> [YOUR OBJECTIVE]:
Which lines in the records below contain the word "image"? Report each of them.

Stored data entries
=== Section Start ===
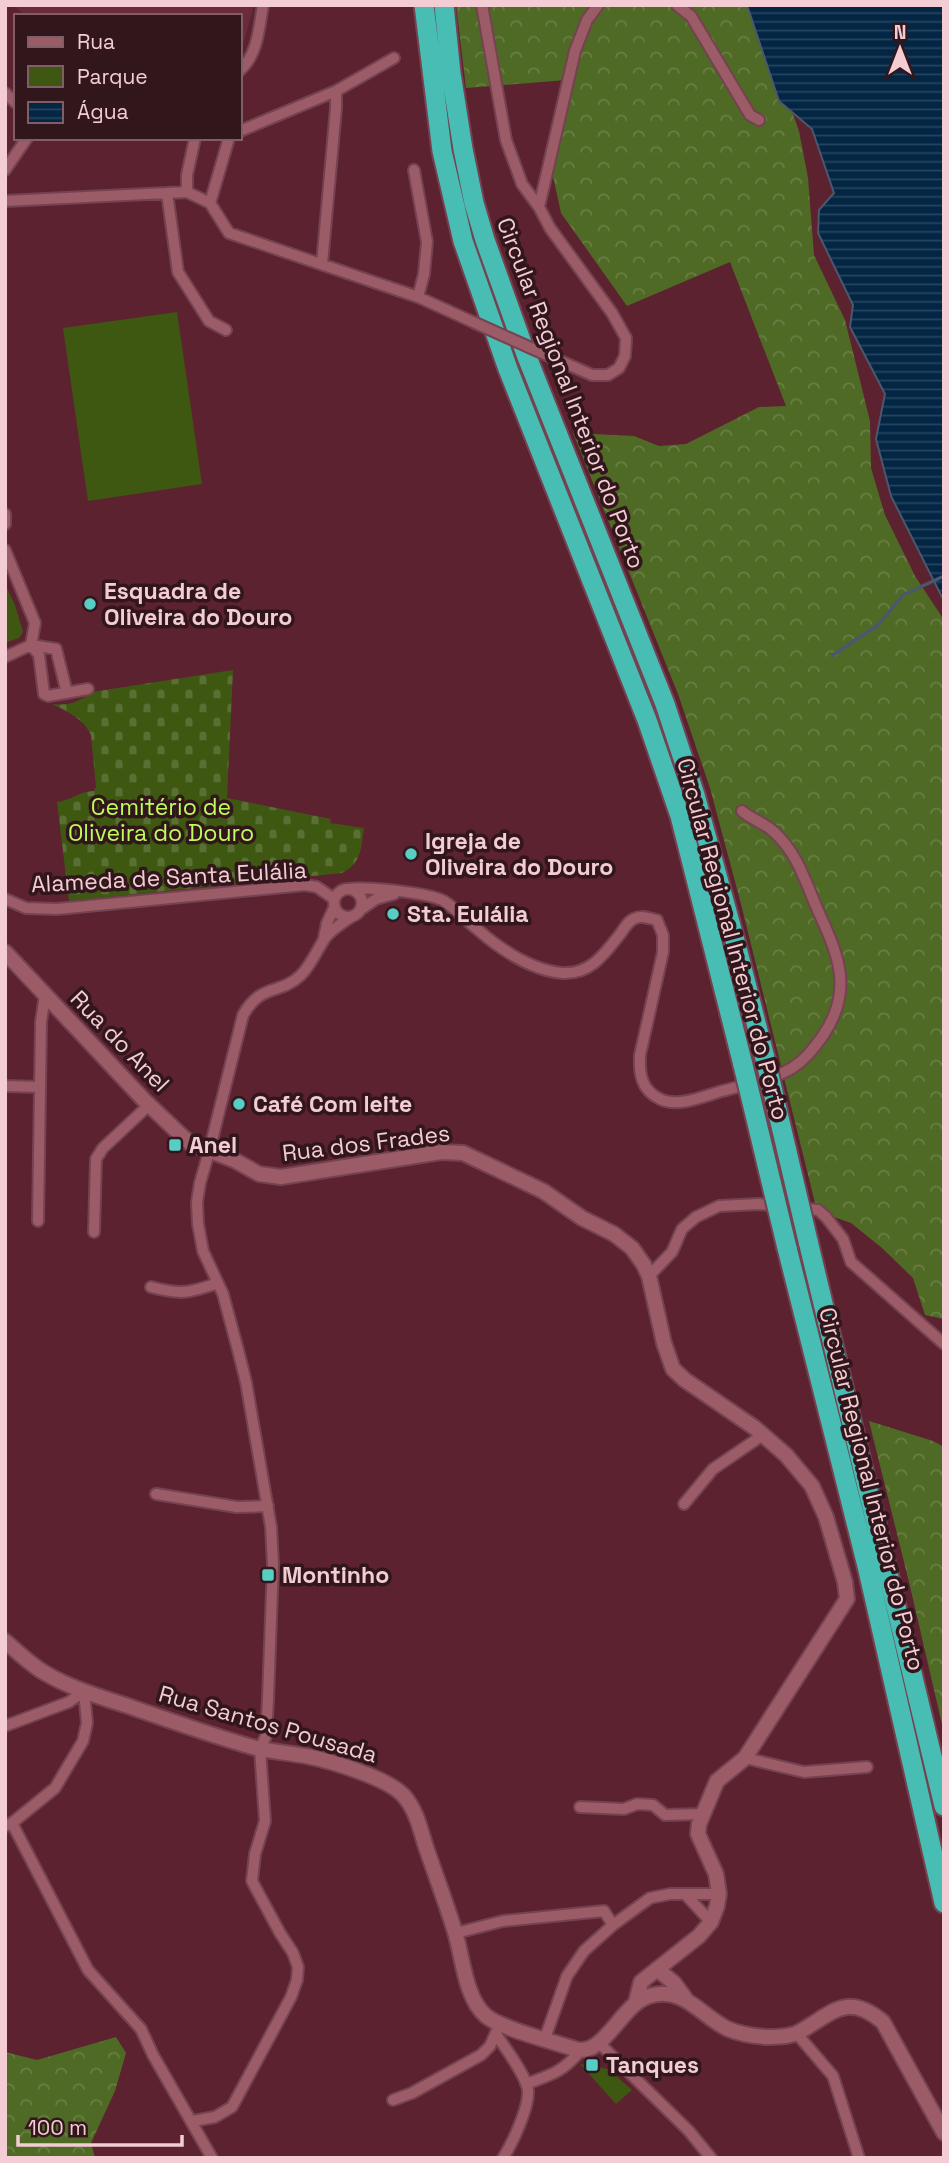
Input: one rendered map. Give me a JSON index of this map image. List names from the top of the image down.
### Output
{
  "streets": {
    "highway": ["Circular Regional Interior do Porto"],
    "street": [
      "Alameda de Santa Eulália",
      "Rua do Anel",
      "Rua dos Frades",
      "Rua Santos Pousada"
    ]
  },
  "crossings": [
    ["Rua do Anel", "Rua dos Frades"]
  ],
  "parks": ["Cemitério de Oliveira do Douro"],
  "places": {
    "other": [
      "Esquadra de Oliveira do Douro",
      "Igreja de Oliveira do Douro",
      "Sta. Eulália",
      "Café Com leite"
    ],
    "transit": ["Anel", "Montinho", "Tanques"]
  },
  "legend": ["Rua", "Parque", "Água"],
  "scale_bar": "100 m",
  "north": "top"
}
=== Section End ===
=== Section Start ===
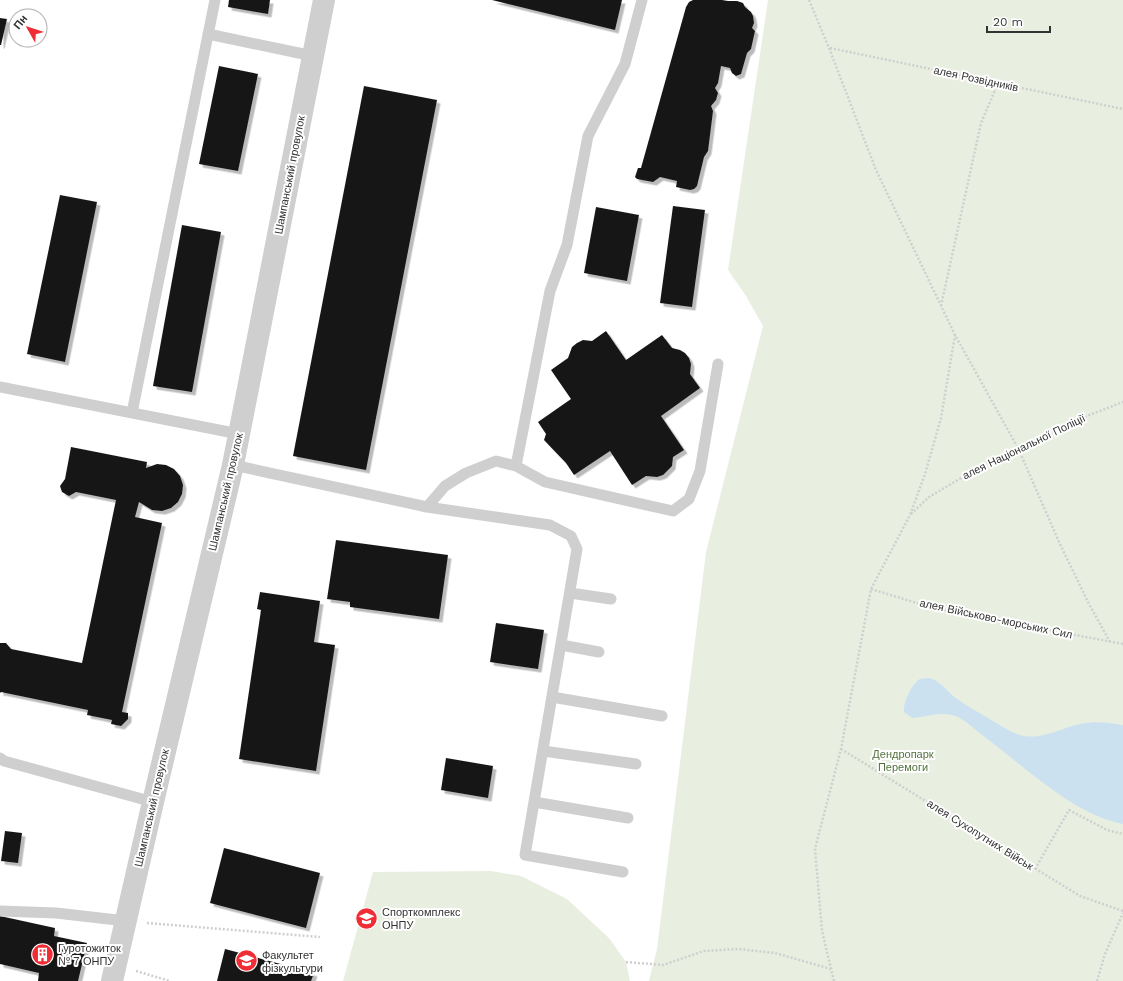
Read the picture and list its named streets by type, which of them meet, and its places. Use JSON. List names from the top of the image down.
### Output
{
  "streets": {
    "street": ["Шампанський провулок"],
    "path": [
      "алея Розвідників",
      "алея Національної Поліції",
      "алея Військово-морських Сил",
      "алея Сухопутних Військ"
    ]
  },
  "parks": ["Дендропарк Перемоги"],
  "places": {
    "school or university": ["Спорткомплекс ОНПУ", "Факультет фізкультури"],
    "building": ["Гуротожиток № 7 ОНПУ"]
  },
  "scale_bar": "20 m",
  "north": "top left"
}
=== Section End ===
=== Section Start ===
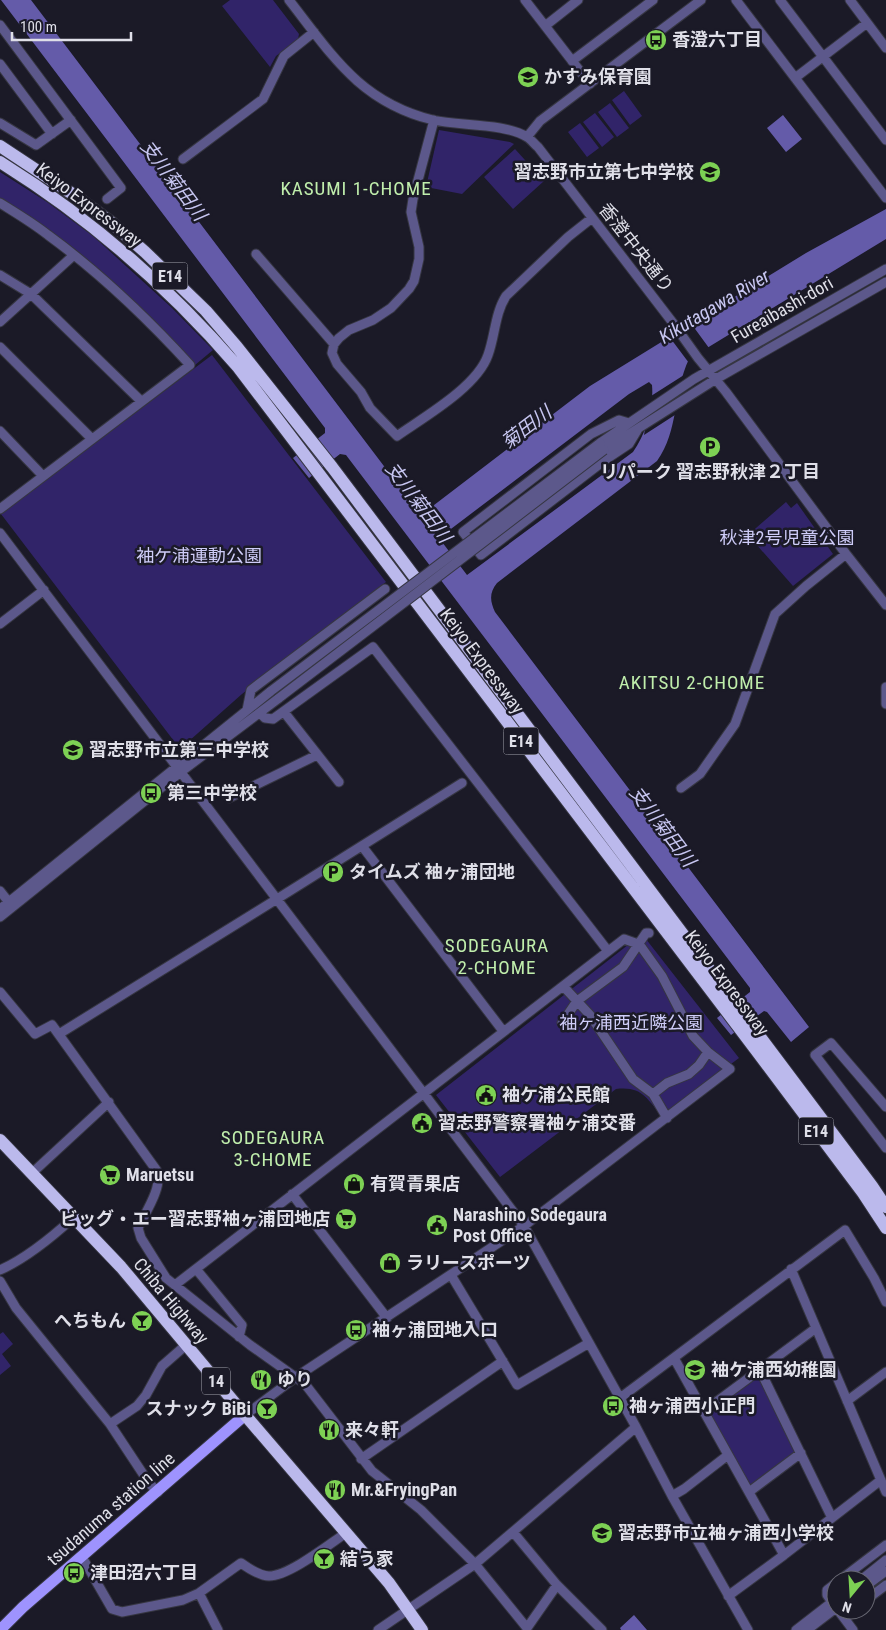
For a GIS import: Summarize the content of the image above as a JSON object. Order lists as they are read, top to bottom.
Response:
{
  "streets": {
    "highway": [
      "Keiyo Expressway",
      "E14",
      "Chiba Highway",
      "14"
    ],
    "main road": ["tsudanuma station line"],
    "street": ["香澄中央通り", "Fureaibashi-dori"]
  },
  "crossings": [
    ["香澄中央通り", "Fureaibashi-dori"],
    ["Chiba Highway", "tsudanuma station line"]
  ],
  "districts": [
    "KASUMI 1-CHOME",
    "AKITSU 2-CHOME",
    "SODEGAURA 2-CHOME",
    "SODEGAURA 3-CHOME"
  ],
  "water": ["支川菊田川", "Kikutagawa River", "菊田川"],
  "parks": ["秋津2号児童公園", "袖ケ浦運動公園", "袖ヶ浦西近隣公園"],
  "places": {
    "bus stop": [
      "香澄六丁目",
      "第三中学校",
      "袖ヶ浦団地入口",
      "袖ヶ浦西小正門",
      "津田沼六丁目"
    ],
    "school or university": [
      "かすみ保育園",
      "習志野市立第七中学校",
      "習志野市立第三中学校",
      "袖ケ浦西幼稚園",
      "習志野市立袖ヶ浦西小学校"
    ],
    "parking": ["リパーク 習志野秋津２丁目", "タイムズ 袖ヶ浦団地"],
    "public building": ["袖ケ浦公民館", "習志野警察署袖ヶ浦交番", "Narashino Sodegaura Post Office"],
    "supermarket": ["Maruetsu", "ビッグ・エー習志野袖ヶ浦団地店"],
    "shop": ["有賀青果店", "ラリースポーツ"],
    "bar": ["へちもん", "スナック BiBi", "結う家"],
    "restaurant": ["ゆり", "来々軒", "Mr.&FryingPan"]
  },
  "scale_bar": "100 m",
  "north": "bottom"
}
=== Section End ===
> [SOLVED PROBLEM]:
Input: one rendered map. Give me a JSON index of this map image. List names from the top of the image down.
Read the picture and list its named streets by type, which of them meet, and its places. Use JSON. List names from the top of the image down.
For a GIS import: Summarize the content of the image above as a JSON object. Order lists as they are read, top to bottom.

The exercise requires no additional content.